Dos lágrimas rodaron por sus encendidas mejillas al decir estas palabras, escapadas a un sentimiento más poderoso que su voluntad, más grande que todas las consideraciones del mundo.
No comprendió Flavio, ciertamente, el verdadero sentido de aquellas palabras; pero el acento con que habían sido pronunciadas, y sobre todo sus abundantes lágrimas, de que fueron precedidas, hablaron más vivamente aún a su alma, si esto era posible. Loco, delirante, el pobre viajero se lanzó, dando un grito de sentimiento y de júbilo, a enjugar aquellas lágrimas que resbalaron hasta las manos de la joven, que él cubrió de inocentes besos. Después, cual si se hallase en lo más retirado de sus parques solitarios y sombríos, gimió, sollozó libremente, dando rienda suelta al llanto largo tiempo comprimido.

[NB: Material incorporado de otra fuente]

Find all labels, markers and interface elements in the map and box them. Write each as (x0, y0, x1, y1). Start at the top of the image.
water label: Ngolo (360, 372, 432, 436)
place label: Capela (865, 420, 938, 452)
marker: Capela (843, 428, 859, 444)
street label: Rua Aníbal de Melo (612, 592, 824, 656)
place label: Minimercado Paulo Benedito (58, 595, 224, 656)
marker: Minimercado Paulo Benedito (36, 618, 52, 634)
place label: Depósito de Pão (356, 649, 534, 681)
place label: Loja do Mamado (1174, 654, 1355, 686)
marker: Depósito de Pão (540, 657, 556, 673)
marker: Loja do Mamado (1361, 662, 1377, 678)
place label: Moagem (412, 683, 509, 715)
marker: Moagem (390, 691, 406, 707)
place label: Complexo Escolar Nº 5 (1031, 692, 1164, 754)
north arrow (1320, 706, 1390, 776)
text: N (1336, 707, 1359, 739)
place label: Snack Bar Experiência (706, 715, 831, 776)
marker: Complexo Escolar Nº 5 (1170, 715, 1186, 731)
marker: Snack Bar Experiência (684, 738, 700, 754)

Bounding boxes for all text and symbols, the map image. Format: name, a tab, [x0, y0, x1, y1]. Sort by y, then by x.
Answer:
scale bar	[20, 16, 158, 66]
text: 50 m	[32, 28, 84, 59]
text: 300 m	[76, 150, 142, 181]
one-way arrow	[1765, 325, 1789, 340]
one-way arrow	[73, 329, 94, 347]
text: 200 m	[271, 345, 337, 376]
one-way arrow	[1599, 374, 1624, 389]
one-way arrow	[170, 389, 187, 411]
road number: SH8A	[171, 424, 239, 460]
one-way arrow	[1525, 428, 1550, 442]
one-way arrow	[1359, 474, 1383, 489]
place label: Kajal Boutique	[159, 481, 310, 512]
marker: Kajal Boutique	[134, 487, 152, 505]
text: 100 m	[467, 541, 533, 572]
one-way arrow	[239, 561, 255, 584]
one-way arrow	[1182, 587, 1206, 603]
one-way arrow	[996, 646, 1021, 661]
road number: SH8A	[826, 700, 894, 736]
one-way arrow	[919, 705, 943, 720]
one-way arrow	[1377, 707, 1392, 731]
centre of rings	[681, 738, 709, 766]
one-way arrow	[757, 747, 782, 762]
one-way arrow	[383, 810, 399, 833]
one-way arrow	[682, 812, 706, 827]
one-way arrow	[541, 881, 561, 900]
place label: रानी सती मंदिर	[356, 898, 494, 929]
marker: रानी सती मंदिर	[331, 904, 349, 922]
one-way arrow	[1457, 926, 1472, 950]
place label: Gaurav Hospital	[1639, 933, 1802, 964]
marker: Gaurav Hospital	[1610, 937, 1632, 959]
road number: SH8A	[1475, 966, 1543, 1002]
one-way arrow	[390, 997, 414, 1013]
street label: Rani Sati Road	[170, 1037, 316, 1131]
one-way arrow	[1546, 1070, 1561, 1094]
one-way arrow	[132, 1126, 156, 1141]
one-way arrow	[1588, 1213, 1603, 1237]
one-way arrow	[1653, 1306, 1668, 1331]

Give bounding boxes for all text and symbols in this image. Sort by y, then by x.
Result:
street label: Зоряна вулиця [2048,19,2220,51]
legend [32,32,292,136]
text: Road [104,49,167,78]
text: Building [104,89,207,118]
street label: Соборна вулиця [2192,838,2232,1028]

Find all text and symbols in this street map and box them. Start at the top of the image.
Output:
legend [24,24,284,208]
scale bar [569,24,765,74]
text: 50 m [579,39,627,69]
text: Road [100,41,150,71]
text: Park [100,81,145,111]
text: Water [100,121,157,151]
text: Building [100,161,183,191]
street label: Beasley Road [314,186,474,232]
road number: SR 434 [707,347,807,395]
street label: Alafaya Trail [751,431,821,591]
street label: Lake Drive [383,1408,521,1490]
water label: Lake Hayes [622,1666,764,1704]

Las estrepitosas risas que entonces estallaron en torno suyo les hicieron conocer que cien miradas burlonas habían estado contemplando la sencilla y hermosa escena en que el hombre de la naturaleza había expresado sus más íntimos pensamientos. Olvidados de todos, su fatal olvido tuvieron que pagarlo bien caro.
La joven, lanzando un ¡ay! desgarrador, cayó inerte al suelo, y Flavio, aterrado, cogiéndola en sus brazos con una ligereza que nadie pudo estorbar, estampó, lleno de angustia, ardientes besos en aquella frente helada, como si con ellos quisiera volverla a la vida.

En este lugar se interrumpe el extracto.